**Task to complete**
From the data below, copy out every line in which the word "shaded" occurs.

**Supplied records**
[Start of section]

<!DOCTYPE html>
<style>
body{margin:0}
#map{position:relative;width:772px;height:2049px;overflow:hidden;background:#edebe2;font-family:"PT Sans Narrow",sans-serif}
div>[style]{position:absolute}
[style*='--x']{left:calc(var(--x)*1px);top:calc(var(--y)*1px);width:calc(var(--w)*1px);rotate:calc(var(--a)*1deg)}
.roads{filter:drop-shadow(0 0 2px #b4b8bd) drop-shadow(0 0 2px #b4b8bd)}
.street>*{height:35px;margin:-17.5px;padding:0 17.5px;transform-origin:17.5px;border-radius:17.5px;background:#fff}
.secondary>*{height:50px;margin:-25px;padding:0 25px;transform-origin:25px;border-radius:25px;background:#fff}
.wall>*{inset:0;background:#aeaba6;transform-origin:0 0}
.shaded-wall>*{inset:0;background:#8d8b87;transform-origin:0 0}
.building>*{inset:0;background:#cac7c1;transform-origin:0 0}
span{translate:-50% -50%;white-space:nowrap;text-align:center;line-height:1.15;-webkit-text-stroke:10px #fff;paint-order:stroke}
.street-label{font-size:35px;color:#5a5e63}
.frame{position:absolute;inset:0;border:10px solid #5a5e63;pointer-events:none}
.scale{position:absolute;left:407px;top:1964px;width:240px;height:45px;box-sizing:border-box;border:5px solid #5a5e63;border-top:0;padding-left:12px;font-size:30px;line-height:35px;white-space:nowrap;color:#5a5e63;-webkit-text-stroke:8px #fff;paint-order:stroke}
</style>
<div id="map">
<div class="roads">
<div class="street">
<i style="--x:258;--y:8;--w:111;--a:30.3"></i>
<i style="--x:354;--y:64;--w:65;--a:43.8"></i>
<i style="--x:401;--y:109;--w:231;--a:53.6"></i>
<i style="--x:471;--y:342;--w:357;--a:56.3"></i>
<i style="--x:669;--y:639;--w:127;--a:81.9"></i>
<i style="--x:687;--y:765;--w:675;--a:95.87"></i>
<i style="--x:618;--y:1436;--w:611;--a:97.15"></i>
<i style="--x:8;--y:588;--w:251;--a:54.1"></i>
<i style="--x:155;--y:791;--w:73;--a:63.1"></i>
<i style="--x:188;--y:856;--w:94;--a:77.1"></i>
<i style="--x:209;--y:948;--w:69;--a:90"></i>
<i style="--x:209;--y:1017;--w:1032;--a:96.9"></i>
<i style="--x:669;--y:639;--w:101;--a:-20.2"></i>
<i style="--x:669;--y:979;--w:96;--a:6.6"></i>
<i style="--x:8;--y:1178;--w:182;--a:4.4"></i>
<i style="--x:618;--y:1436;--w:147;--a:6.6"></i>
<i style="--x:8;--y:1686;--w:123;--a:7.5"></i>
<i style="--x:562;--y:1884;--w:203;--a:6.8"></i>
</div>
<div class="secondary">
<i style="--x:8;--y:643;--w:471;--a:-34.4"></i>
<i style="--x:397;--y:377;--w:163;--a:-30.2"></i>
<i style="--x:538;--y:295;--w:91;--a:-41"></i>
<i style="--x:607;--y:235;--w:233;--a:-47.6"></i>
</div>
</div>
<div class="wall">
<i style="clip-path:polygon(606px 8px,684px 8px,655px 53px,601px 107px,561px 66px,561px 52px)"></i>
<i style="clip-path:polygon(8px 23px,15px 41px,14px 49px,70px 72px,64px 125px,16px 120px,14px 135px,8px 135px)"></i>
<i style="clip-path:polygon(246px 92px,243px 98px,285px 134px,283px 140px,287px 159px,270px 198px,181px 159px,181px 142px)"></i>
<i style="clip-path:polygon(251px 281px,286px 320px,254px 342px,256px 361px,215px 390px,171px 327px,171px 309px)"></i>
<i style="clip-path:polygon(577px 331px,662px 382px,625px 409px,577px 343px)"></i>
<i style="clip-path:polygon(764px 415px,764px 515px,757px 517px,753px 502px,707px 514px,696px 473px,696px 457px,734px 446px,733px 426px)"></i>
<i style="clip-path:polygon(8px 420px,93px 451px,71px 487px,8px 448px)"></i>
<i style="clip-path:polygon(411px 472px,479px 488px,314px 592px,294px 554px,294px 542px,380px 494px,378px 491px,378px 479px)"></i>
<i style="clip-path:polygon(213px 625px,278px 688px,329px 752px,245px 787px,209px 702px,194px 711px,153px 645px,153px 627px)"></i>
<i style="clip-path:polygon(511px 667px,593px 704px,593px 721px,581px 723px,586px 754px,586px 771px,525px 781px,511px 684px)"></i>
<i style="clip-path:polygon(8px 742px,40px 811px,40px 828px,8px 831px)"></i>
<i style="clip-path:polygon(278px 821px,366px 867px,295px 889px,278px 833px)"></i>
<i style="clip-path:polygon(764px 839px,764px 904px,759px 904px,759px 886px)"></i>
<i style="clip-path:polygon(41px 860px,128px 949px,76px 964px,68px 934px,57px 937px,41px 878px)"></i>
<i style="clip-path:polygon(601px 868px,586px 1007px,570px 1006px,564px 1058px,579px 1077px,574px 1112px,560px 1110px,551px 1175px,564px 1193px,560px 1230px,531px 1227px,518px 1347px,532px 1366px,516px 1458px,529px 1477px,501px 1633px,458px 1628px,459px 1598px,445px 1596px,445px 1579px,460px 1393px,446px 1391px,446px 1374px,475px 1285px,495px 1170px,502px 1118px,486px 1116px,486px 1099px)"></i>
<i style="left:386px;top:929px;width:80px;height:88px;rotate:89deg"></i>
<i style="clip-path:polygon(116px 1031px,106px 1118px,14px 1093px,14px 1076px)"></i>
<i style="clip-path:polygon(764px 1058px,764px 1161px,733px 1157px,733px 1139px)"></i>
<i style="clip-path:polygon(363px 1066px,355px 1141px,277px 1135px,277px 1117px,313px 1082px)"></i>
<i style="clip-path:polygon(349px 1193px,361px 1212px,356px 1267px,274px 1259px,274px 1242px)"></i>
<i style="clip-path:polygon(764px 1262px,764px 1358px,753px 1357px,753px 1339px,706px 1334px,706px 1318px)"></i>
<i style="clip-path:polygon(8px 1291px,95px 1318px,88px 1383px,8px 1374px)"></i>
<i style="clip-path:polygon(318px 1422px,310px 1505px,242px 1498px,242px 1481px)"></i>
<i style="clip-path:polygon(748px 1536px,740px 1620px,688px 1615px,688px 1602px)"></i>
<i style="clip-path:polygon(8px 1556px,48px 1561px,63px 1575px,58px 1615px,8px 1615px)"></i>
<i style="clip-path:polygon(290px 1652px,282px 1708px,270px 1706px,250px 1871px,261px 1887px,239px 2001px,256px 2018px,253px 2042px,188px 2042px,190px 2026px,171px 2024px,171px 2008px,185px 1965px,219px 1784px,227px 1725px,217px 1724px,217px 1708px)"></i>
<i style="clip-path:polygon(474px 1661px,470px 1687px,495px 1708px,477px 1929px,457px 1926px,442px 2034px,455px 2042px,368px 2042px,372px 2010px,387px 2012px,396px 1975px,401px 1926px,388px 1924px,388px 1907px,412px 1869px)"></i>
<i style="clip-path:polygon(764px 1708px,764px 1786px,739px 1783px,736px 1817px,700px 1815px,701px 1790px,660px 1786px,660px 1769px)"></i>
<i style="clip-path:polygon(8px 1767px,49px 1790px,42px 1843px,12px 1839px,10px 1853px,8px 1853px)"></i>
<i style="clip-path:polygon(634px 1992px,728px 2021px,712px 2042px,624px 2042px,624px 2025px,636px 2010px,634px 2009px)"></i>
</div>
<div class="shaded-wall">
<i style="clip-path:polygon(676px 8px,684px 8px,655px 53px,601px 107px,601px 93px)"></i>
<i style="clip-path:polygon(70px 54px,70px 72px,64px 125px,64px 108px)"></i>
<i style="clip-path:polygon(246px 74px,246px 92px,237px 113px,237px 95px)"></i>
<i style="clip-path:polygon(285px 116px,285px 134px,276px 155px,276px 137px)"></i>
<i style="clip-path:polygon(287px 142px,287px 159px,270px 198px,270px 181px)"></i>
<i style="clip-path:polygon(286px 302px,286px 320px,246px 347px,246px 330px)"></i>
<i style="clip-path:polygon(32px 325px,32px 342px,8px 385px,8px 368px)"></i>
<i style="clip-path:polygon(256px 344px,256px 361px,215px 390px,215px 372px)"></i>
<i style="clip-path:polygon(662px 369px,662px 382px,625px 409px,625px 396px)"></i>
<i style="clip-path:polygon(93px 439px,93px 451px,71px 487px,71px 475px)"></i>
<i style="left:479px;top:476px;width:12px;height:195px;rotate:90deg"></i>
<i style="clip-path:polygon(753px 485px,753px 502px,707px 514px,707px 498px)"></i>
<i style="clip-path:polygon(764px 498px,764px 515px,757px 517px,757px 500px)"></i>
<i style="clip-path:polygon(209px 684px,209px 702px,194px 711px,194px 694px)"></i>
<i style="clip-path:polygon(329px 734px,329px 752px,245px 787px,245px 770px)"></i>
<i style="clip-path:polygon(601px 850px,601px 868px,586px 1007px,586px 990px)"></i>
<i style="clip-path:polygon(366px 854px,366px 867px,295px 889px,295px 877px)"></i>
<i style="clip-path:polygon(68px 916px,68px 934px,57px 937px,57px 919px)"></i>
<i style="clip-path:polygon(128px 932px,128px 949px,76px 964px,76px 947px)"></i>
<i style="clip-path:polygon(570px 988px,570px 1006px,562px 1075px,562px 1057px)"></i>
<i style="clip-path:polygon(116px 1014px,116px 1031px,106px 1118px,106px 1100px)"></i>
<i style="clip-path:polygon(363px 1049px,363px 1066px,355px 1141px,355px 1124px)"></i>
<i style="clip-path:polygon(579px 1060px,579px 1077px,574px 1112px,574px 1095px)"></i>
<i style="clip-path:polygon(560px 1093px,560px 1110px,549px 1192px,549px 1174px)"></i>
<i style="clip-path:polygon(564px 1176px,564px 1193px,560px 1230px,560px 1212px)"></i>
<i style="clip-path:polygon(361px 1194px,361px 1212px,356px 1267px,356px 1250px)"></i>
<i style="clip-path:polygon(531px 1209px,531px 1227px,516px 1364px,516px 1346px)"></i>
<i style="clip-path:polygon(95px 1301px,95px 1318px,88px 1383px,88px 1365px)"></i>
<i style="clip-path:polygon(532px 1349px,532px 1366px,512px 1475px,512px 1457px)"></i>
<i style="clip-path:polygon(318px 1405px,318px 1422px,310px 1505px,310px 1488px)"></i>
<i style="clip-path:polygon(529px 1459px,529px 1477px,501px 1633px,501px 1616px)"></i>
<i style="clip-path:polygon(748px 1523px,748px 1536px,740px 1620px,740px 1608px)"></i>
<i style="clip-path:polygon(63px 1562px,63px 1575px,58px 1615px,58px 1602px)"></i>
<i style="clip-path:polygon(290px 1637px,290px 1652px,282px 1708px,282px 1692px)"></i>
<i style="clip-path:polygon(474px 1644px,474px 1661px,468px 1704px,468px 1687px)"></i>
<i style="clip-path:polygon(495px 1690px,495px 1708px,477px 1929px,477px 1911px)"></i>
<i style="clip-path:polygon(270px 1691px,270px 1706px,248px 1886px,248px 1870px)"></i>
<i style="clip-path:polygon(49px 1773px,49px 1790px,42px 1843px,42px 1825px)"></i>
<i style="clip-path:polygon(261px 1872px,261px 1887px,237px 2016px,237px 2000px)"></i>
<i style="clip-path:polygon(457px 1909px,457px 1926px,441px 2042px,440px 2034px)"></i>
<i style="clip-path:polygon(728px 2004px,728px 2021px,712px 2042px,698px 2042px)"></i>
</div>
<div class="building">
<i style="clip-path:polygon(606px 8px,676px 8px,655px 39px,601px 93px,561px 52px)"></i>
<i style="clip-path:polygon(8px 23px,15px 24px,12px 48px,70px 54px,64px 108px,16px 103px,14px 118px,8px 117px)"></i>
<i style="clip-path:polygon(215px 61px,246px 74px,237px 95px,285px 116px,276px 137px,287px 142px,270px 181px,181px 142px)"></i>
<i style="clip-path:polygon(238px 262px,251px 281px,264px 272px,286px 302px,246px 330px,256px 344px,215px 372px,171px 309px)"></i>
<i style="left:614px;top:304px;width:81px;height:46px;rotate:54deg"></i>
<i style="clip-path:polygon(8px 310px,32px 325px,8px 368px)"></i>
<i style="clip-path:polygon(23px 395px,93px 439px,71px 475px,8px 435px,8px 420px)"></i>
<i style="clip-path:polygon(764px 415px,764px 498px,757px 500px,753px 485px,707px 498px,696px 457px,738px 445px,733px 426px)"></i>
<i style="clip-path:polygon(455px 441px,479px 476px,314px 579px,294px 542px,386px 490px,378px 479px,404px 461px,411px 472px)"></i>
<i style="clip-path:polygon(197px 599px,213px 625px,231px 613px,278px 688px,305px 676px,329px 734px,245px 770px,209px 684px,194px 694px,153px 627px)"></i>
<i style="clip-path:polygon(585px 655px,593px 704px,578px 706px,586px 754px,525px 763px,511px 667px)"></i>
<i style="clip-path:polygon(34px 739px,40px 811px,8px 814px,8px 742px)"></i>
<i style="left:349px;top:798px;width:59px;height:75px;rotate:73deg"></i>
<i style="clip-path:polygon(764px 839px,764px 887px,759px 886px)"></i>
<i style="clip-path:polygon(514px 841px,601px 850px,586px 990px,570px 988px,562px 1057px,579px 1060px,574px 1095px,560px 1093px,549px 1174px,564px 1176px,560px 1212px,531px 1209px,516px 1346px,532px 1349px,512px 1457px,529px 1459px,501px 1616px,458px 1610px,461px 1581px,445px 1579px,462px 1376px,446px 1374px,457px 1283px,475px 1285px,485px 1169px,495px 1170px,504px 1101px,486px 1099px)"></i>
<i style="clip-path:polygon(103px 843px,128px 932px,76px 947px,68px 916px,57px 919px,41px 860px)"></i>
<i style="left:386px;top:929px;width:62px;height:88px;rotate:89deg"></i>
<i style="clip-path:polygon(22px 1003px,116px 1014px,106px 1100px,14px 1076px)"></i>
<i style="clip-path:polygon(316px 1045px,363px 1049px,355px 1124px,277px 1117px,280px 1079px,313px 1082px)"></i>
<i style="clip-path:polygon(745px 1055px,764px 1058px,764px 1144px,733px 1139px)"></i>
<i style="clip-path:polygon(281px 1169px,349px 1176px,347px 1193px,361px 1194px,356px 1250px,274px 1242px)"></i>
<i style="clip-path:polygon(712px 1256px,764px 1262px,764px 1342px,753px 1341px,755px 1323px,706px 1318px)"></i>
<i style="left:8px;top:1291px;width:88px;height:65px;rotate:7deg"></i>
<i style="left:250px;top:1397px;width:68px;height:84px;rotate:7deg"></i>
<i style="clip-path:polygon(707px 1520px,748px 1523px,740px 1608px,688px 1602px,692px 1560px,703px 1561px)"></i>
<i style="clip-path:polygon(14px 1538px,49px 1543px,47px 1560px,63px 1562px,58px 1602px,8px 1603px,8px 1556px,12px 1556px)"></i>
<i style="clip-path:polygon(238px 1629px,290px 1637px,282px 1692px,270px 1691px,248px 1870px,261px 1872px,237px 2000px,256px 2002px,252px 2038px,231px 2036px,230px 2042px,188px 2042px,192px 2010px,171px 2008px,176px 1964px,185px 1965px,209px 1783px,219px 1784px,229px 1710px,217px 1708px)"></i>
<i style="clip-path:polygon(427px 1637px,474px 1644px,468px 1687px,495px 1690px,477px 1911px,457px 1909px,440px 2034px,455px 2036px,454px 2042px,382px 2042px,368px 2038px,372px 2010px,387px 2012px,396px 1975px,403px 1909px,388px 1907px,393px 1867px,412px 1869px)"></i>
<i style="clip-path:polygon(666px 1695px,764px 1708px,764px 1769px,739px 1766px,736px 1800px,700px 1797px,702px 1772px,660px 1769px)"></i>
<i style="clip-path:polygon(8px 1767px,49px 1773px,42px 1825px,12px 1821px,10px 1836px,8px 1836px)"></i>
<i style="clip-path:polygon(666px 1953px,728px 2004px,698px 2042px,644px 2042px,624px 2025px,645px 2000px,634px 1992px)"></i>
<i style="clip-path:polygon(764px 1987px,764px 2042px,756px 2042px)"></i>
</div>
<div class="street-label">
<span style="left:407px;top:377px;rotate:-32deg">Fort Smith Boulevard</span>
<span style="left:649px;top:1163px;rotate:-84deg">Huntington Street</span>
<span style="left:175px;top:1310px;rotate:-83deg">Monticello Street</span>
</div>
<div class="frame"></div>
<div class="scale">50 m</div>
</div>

[End of section]

**Exercise response**
.shaded-wall>*{inset:0;background:#8d8b87;transform-origin:0 0}
<div class="shaded-wall">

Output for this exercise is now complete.